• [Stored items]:
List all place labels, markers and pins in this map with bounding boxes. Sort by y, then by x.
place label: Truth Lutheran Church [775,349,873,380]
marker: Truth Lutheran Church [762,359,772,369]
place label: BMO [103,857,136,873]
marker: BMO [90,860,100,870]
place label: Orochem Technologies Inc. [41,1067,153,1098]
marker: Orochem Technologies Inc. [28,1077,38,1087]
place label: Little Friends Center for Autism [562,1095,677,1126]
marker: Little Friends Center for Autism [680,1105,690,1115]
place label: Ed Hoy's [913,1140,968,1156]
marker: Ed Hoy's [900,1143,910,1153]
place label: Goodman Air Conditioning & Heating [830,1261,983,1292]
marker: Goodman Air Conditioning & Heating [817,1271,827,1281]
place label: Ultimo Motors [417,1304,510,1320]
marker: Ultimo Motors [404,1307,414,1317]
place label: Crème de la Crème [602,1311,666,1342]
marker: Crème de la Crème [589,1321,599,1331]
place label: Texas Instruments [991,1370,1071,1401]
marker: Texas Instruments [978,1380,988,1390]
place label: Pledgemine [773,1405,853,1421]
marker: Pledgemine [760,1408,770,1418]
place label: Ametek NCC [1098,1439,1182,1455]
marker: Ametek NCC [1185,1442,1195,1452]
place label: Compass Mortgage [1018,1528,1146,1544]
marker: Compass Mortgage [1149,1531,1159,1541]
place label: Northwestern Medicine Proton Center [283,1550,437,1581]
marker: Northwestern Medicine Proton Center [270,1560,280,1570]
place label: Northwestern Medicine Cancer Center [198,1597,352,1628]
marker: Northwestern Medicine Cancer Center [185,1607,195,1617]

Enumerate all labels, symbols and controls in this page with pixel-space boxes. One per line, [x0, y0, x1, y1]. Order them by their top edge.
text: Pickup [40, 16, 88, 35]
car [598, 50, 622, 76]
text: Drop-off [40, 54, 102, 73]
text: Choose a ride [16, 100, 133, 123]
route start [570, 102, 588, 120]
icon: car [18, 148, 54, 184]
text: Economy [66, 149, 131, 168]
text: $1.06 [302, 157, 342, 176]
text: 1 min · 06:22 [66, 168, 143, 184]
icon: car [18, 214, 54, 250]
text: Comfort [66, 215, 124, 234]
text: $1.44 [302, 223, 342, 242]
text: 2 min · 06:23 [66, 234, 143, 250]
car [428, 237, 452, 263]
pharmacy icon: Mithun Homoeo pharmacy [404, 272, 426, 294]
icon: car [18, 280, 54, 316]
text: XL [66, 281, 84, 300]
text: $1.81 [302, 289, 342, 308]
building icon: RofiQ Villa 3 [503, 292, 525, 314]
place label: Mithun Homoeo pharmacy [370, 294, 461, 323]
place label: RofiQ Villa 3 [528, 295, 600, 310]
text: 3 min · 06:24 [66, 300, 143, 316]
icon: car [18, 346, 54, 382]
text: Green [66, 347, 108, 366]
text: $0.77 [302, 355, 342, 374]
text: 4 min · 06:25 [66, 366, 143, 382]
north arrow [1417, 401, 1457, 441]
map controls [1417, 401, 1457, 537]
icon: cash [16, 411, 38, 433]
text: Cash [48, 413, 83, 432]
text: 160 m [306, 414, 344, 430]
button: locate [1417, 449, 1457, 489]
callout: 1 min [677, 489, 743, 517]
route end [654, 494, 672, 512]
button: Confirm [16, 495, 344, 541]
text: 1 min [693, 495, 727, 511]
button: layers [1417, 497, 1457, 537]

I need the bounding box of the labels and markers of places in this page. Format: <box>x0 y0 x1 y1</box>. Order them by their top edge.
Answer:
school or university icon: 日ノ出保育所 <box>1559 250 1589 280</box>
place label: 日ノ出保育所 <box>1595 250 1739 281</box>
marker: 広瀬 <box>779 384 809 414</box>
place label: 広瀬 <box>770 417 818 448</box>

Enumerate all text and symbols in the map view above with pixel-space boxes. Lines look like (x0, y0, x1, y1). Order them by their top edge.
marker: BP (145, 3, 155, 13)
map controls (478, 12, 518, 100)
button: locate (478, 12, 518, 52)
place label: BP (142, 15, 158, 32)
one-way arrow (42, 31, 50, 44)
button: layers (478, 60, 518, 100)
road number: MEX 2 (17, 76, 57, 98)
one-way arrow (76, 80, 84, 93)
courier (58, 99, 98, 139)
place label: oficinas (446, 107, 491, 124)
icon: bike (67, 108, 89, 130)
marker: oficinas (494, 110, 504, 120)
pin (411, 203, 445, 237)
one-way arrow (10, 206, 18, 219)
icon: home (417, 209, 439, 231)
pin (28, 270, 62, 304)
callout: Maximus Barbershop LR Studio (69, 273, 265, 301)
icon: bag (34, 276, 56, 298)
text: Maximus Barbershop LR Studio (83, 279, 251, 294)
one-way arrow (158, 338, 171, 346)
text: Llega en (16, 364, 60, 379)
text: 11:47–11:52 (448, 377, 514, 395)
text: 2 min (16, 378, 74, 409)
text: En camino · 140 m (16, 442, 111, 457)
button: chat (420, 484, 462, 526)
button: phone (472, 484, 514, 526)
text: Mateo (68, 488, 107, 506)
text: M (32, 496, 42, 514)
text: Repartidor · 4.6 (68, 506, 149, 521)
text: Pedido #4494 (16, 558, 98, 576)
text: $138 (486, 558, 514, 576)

• [WHAT IS REQUIRED]: Please return all lines from the records that hold the word "callout".

• [EXERCISE OUTPUT]:
callout: 1 min [677, 489, 743, 517]
callout: Maximus Barbershop LR Studio (69, 273, 265, 301)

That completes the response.